APB are highly aggressive if there is a positive detection of these bacteria in 4 days or less. Moderate aggressivity occurs when the time lag is between 5 and 8 days and a loss level of aggressivity occurs when the time lag is greater than 8 days.

There are a range of treatment strategies that are sometimes used to control APBs in corrosive waters. If these treatments are effective, this will be observed in increases in the time lags to a positive detection occurring in the water sample taken after treatment. It should be remembered that water samples taken straight after a treatment are likely to be unreliable since there may be high populations of displaced and highly aggressive APB in the water! A minimal time lapse before post-treatment testing for the effectiveness of a treatment should be at least 14 days after the treatment with 42 days a suitable lapse period.

Corrosion costs money, time and failures.

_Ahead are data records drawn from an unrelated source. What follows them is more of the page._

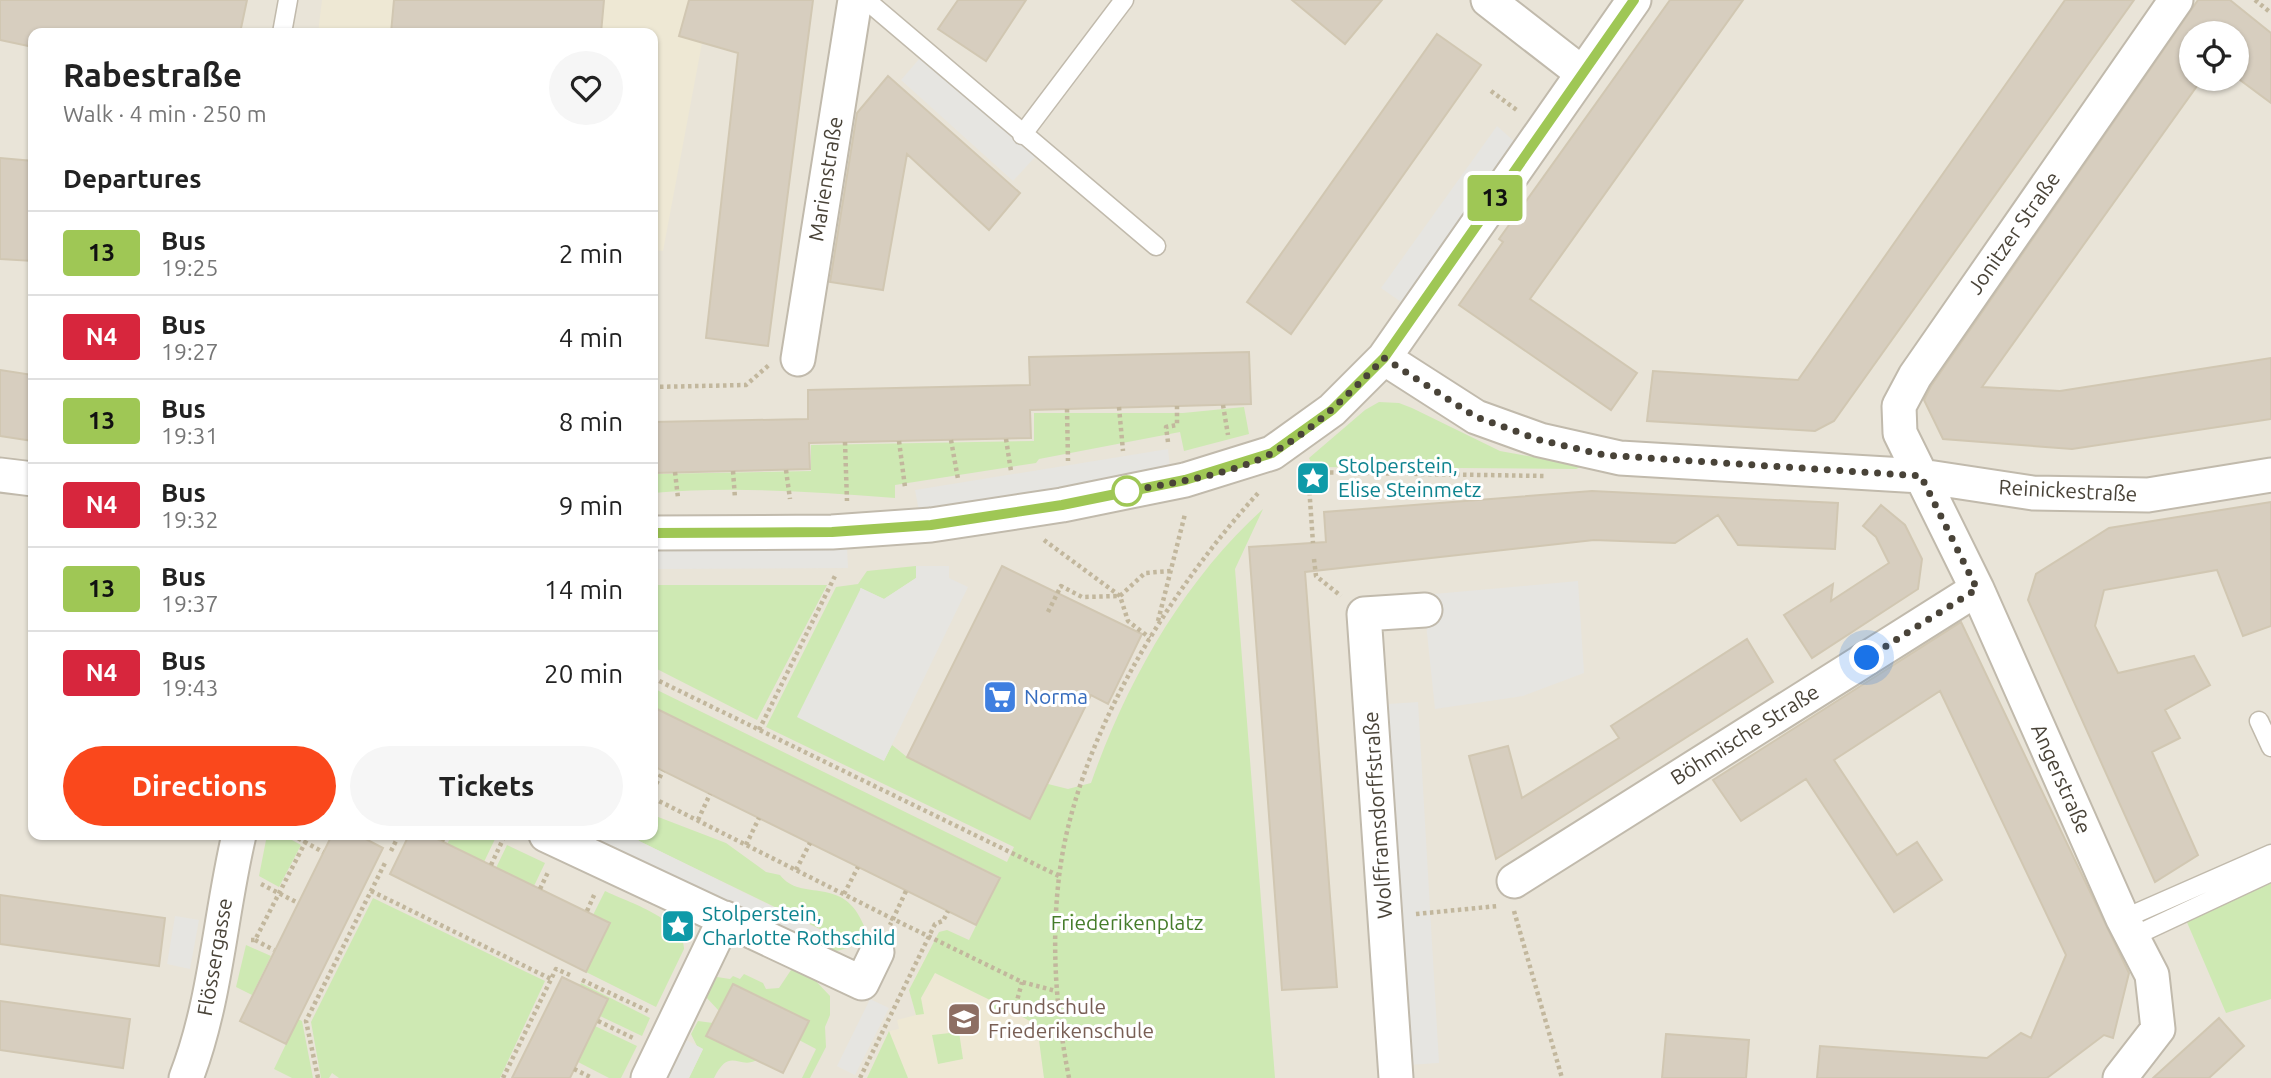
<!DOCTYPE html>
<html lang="en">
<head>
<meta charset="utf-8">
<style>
	body { margin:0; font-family:Ubuntu,sans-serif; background:#f6f6f6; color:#222; height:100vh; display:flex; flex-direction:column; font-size:26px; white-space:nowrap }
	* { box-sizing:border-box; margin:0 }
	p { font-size:23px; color:#767676 }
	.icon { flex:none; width:38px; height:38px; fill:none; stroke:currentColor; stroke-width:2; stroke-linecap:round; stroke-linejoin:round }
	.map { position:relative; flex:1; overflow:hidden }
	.panel { position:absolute; left:28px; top:28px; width:630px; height:812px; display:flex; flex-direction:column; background:#fff; border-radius:14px; box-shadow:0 2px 5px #0004 }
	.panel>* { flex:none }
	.badge { padding:0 14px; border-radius:5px; font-size:24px; line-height:46px }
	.controls { position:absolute; left:2179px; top:21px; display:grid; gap:14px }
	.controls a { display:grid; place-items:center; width:70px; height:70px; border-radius:50%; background:#fff; box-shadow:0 2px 5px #0004; font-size:35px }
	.you { position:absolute; width:35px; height:35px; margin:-18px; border:5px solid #fff; border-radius:50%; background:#1a73e8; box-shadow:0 0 0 10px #1a73e833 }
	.map>.badge { position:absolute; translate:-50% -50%; box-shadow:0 0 0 4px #fff }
	h2 { padding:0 35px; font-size:26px; line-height:63px }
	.round { display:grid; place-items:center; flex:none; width:74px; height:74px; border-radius:37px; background:#f6f6f6 }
	.overview { display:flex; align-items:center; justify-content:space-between; height:119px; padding:0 35px }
	h1 { font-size:33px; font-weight:700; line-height:52px }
	.action { display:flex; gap:14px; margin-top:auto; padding:14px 35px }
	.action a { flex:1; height:80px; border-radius:42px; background:#fa481c; color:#fff; font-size:28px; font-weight:700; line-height:80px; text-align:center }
	.action a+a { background:#f6f6f6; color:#222 }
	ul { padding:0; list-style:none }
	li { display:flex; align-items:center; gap:21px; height:84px; padding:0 35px; border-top:2px solid #e0e0e0 }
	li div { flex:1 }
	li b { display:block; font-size:26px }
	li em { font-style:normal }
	li .badge { min-width:77px; font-weight:700; text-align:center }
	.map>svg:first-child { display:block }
	.residential { fill:#e9e4d8; fill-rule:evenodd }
	.education { fill:#eee8d4 }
	.green { fill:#cee9b3 }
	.parking { fill:#e6e5e1 }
	.building { fill:#d7cebf; stroke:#d1c7b2; stroke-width:2 }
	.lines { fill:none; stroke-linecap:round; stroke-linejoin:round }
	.service-casing { stroke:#c1baac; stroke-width:21 }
	.minor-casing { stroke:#c1baac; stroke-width:37 }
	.path { stroke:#c2b79d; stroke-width:4.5; stroke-dasharray:3.5 3.5; stroke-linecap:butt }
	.service { stroke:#fff; stroke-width:18 }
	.minor { stroke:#fff; stroke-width:33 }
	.line-casing { stroke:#fff; stroke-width:16 }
	.line { stroke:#9fc755; stroke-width:10 }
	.walk { stroke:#494338; stroke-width:7; stroke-dasharray:0 12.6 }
	.stop-dot { fill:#fff; stroke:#9fc755; stroke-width:3.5 }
	.labels { text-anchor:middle; stroke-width:6; stroke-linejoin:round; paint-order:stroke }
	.street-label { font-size:21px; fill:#494338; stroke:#fff }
	.culture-label { font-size:21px; fill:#0d838f; stroke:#fff; text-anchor:start }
	.shop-label { font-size:21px; fill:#366cbe; stroke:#fff; text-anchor:start }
	.park-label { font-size:21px; fill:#457c2a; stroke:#fff }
	.education-label { font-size:21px; fill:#785e54; stroke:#fff; text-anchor:start }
</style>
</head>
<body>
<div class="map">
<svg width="2271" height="1078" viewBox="0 0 2271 1078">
	<rect width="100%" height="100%" fill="#f5f2ea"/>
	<!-- residential -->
	<path class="residential" d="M 0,0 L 2271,0 L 2271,1078 L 0,1078 ZM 33,33 L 653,33 L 653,835 L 33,835 ZM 2191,33 L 2236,33 L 2236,79 L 2191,79 Z"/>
	<!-- education -->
	<path class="education" d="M 322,0 L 689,0 L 702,43 L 663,251 L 653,250 L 653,33 L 318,33 Z
		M 925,958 L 1037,1025 L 1044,1078 L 867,1078 L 889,1031 L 899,1029 L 897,1020 L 916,1015 L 909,990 Z"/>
	<!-- green -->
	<path class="green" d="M 1379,402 L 1399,403 L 1412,408 L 1500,451 L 1583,466 L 1576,469 L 1313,467 L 1309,458 L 1365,410 Z
		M 1244,407 L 1249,434 L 1184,451 L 1180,432 L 1039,459 L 1036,463 L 895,485 L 895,498 C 814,492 733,486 653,493 L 653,474 L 811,471 L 811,445 L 1034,441 L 1034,413 L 1183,413 Z
		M 1263,509 L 1235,569 L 1275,1078 L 1044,1078 L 1037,1025 L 999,1004 L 996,1014 L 990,1011 L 992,1001 L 935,973 L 921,998 L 924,1014 L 916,1015 L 909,990 L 939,932 L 947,930 L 969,940 L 1000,877 L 653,707 L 653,688 L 1007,862 L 1014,847 L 766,727 L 836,587 L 858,584 L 867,571 L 916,566 L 916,578 L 884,599 L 860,588 L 884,760 L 892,745 L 907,757 L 1030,819 L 1048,784 L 1068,789 L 1091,783 C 1126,683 1183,581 1263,509 Z
		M 653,585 L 827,585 L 757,720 L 653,667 Z
		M 653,815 L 726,843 L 766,872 L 780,875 C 801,903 844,874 864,926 L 859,941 C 844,951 834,954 817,947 L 824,931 L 639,841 L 636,835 L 653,835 Z
		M 267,835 L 283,835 L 301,845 L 279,887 L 259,876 Z
		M 452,835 L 485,835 L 495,839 L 484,862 L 447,844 Z
		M 507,845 L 545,863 L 534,886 L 496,868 Z
		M 2271,879 L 2271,999 L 2226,1013 L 2186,920 Z
		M 605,891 C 628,902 685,920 684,949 L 656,1007 L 586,972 L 610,924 L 593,915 Z
		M 373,898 L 545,981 L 500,1078 L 339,1078 L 332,1073 L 329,1078 L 321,1078 L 311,1022 Z
		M 246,945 L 271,956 L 252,995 L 236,987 Z
		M 793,967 L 812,977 L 830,996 L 830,1015 L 825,1027 L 826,1047 L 810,1078 L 802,1078 L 816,1049 L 799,1040 L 809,1021 L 733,984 L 719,1011 L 706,997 L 717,977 L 730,979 L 733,976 L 740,979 L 744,974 L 763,983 L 766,989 L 779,988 Z
		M 581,983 L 650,1018 L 642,1036 L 600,1016 L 608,999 L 580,985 Z
		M 298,1019 L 302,1021 L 313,1078 L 292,1078 L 274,1069 Z
		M 698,1021 L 713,1023 L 706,1036 L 757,1060 C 738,1070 730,1046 714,1078 L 689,1078 L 703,1049 L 697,1046 L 691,1034 Z
		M 595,1026 L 637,1046 L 621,1078 L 609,1078 L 578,1062 Z
		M 889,1031 L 908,1078 L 867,1078 Z
		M 959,1032 L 963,1059 L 938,1064 L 932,1035 Z"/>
	<!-- parking -->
	<path class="parking" d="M 920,58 L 1036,156 L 1013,181 L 901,80 Z
		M 1497,126 L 1516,143 L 1401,302 L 1381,288 Z
		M 1168,449 L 1170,468 L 919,511 L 915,490 Z
		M 653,546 L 847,547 L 848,568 L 653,569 Z
		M 916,566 L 949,566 L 949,578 L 968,587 L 884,761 L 797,717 L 861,588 L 884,599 L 916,578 Z
		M 1578,581 L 1584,673 L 1523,696 L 1435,709 L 1423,595 Z
		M 1418,702 L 1439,1063 L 1408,1065 L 1387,704 Z
		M 604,835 L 627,835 L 824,932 L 815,951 L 599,845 Z
		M 175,916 L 199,920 L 190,969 L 167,964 Z
		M 870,999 L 889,1008 L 855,1075 L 837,1066 Z
		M 683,1038 L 703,1049 L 689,1078 L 663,1078 Z"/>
	<!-- building -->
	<path class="building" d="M 0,0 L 247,0 L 240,33 L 33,33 L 33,47 L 0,40 Z
		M 394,0 L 604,0 L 601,33 L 391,33 Z
		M 689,0 L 813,0 L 768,346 L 706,338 L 738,53 L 679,36 Z
		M 958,0 L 1026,0 L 986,61 L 938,29 Z
		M 1292,0 L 1382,0 L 1345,44 Z
		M 1670,0 L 1743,0 L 1530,299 L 1637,373 L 1611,410 L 1459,305 L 1503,242 L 1499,239 Z
		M 2065,0 L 2134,0 L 1834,421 L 1815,431 L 1647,421 L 1653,371 L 1798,380 Z
		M 2198,0 L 2230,0 L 2271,33 L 2271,103 L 2236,77 L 2236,33 L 2191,33 L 2191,79 L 2202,79 L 1982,387 L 2060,391 L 2271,358 L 2271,419 L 2072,449 L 1943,439 L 1924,400 L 1931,386 Z
		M 1437,34 L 1481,65 L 1291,334 L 1247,302 Z
		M 888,76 L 1020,193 L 989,230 L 907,154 L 883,290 L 830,282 L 857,113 Z
		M 0,158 L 33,161 L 33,261 L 0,259 Z
		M 1249,352 L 1251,404 L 1030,410 L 1031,438 L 809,443 L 810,469 L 653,473 L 653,422 L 808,419 L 808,390 L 1030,385 L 1029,357 Z
		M 0,370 L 33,375 L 33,441 L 0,436 Z
		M 1592,491 L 1838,503 L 1835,549 L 1738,545 L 1718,515 L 1675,543 L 1594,540 L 1305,572 L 1337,987 L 1282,990 L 1249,547 L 1326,542 L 1324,512 Z
		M 2271,502 L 2271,626 L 2243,636 L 2217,570 L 2104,590 L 2095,626 L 2118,673 L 2194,656 L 2210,685 L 2165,710 L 2180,738 L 2152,752 L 2198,855 L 2155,882 L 2028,600 L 2036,574 L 2109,528 Z
		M 1881,505 L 1905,525 L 1922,559 L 1918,589 L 1812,658 L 1784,615 L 1833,584 L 1831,601 L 1889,563 L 1876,537 L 1863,526 Z
		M 1002,566 L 1142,634 L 1108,704 L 1091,695 L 1030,819 L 907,757 Z
		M 1961,622 L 2129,973 L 2113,1038 L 2104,1035 L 2047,1078 L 1817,1078 L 1820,1046 L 1987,1058 L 2021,1033 L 2031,1038 L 2066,955 L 1940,691 L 1834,760 L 1897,855 L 1917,842 L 1942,880 L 1894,912 L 1806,779 L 1741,821 L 1713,780 Z
		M 1747,639 L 1773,682 L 1496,859 L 1469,756 L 1508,746 L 1522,798 L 1619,738 L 1611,726 Z
		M 653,707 L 1000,878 L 976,925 L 653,766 Z
		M 332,835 L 358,835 L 383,848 L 286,1044 L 240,1021 Z
		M 409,835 L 429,835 L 610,923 L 586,972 L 390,874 Z
		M 0,895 L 165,918 L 159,966 L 0,944 Z
		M 562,977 L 608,999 L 570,1078 L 512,1078 Z
		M 733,984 L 809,1021 L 783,1073 L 706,1036 Z
		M 0,1001 L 130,1019 L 123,1068 L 0,1050 Z
		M 2219,1018 L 2244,1046 L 2209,1078 L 2153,1078 Z
		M 1666,1034 L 1749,1040 L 1746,1078 L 1662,1078 Z"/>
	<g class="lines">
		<!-- service casing -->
		<g class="service-casing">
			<path id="service" d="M 866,0 L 1156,246
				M 282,33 L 288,0
				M 1022,135 L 1124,0
				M 2259,721 L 2271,747
				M 2123,919 L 2271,854
				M 2132,937 L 2271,872"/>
		</g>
		<!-- minor casing -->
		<g class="minor-casing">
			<path id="minor" d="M 1488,0 L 1582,73
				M 1384,358 L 1476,417 L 1540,440 L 1620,458 L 1921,476 L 2033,493 L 2148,495 L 2271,475
				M 798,359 L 855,0
				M 0,475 L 33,479
				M 653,533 L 832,532 L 931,525 L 1062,505 L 1185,480 L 1272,453 L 1332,410 L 1384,358 L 1634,0
				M 546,835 L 862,983 L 877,952
				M 1514,881 L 1977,589
				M 186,1078 C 216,1001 220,915 239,835
				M 648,1078 L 725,918
				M 1396,1078 L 1364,614 L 1425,610
				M 2120,1078 L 2158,1029 L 2152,975 L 2123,919 L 1977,589 L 1900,433 L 1899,406 L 1915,376 L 2176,0"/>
		</g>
		<!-- path -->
		<path class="path" d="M 2255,0 L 2271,13
			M 1491,91 L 1518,111
			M 653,387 L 746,385 L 769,365
			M 1223,405 L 1228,435
			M 1119,407 L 1123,451
			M 1067,409 L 1068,461
			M 1006,439 L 1011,471
			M 951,440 L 958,479
			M 899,441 L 905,487
			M 845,442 L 847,501
			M 1168,442 L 1166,427 L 1177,425 L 1177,406
			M 786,470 L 790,499
			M 733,471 L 735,498
			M 1308,471 L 1313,543
			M 675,472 L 678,498
			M 1302,472 L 1545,476
			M 1044,540 L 1120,596 L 1128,621 L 1150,638
			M 1314,559 L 1316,576 L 1341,596
			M 1048,612 L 1061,586 L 1082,597 L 1120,596 L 1145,573 L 1171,571
			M 1158,621 L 1185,514
			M 653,678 L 1059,876
			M 759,730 L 835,576
			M 653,790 L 663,771
			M 653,798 L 893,919 L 890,925
			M 698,820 L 710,794
			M 292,835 L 323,852
			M 442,841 L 445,835
			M 746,845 L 759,818
			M 391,851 L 399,835
			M 491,865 L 505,835
			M 796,870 L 810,843
			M 261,884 L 298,903
			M 540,889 L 549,870
			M 371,891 L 551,979
			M 906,891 L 893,919 L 1022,982 L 1056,991
			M 844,894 L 858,867
			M 587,911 L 595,893
			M 1514,911 L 1562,1078
			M 1416,914 L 1498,906
			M 251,940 L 255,940 L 309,835
			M 255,940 L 274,950
			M 582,980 L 648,1011
			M 1014,1012 L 1022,982
			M 598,1021 L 635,1039
			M 574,1069 L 592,1078
			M 318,1078 L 306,1021 L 385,863
			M 503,1078 L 556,969 L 570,975
			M 860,1078 L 935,924 L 943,921 L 948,911
			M 1069,1078 C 1056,1012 1051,944 1059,877 C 1075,741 1169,590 1260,491"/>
		<!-- service -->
		<use href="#service" class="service"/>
		<!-- minor -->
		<use href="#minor" class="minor"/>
	</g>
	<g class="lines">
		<!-- line casing -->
		<g class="line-casing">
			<path id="line" d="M 653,533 L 832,532 L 931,525 L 1062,505 L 1185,480 L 1272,453 L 1332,410 L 1384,358 L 1634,0"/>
		</g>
		<!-- line -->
		<use href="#line" class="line"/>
		<!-- walk -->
		<path class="walk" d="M 1127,491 L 1119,493 C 1167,483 1232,476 1274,452 C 1317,427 1350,393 1384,358 L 1476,417 L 1540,440 L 1604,455 L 1921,476 L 1977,589 L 1867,658"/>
	</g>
	<!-- icons -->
	<defs>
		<g id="sight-square" transform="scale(1.75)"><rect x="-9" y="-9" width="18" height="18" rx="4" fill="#0f9aa8" stroke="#fff"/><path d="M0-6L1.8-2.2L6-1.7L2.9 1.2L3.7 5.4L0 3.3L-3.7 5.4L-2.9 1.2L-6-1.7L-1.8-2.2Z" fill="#fff"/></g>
		<g id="supermarket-square" transform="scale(1.75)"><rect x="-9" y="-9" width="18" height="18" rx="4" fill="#3f7fe0" stroke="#fff"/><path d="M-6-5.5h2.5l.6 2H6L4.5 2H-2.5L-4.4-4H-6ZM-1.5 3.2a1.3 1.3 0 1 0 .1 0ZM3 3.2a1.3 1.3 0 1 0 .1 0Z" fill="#fff"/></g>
		<g id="school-square" transform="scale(1.75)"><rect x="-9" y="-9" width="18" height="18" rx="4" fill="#8d6e63" stroke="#fff"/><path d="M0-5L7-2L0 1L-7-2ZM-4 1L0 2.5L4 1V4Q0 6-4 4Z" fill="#fff"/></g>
	</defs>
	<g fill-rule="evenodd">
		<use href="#sight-square" x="1313" y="478"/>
		<use href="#supermarket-square" x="1000" y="697"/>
		<use href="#sight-square" x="678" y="926"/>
		<use href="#school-square" x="964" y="1019"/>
	</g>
	<!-- markers -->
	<circle class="stop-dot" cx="1127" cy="491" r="14"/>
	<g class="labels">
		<!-- street labels -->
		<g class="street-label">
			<text transform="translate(826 179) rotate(-81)" y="7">Marienstraße</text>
			<text transform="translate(2014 233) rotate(-55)" y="7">Jonitzer Straße</text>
			<text transform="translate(2068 491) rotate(3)" y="7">Reinickestraße</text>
			<text transform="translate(1745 735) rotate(-32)" y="7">Böhmische Straße</text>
			<text transform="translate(2061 779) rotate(66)" y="7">Angerstraße</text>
			<text transform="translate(1378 815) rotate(-94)" y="7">Wolfframsdorffstraße</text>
			<text transform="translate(215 957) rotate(-80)" y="7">Flössergasse</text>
		</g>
		<!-- culture labels -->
		<g class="culture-label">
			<text x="1338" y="473">Stolperstein,<tspan x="1338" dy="24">Elise Steinmetz</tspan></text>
			<text x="702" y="921">Stolperstein,<tspan x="702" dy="24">Charlotte Rothschild</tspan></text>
		</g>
		<!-- shop labels -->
		<g class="shop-label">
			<text x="1024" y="704">Norma</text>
		</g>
		<!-- park labels -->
		<g class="park-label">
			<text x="1127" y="930">Friederikenplatz</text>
		</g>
		<!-- education labels -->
		<g class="education-label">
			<text x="988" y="1014">Grundschule<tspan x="988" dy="24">Friederikenschule</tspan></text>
		</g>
	</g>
</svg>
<div class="controls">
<a><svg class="icon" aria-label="locate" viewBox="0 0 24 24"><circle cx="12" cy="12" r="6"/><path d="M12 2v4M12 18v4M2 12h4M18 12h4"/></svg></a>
</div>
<div class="you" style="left:1867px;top:658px"></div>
<b class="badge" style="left:1495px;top:198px;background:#9fc755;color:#111">13</b>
<section class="panel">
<div class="overview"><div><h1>Rabestraße</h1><p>Walk · 4 min · 250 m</p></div><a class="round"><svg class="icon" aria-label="heart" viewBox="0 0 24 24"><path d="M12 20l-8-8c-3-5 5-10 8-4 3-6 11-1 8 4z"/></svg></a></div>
<h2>Departures</h2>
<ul>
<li><span class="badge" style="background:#9fc755;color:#111">13</span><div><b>Bus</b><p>19:25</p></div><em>2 min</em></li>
<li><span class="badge" style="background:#d7263d;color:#fff">N4</span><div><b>Bus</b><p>19:27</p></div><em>4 min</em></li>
<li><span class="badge" style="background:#9fc755;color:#111">13</span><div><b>Bus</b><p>19:31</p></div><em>8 min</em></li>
<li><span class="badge" style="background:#d7263d;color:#fff">N4</span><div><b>Bus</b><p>19:32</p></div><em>9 min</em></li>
<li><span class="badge" style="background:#9fc755;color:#111">13</span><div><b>Bus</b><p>19:37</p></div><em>14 min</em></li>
<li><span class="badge" style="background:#d7263d;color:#fff">N4</span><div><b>Bus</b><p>19:43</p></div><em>20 min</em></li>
</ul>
<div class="action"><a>Directions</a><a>Tickets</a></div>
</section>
</div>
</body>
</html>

Preventative maintenance using the APB- and the SRB- BARTs can save that money and time and also prevent failure through the appropriate treatment applications. The effectiveness of these treatments can be monitored using the BARTs judiciously after treatments. It has to be remembered that it is virtually impossible to "sterilize" a gas or oil well and so the bacteria will keep coming back. Preventative maintenance can provide a tool to control these invasions and minimize the consequences.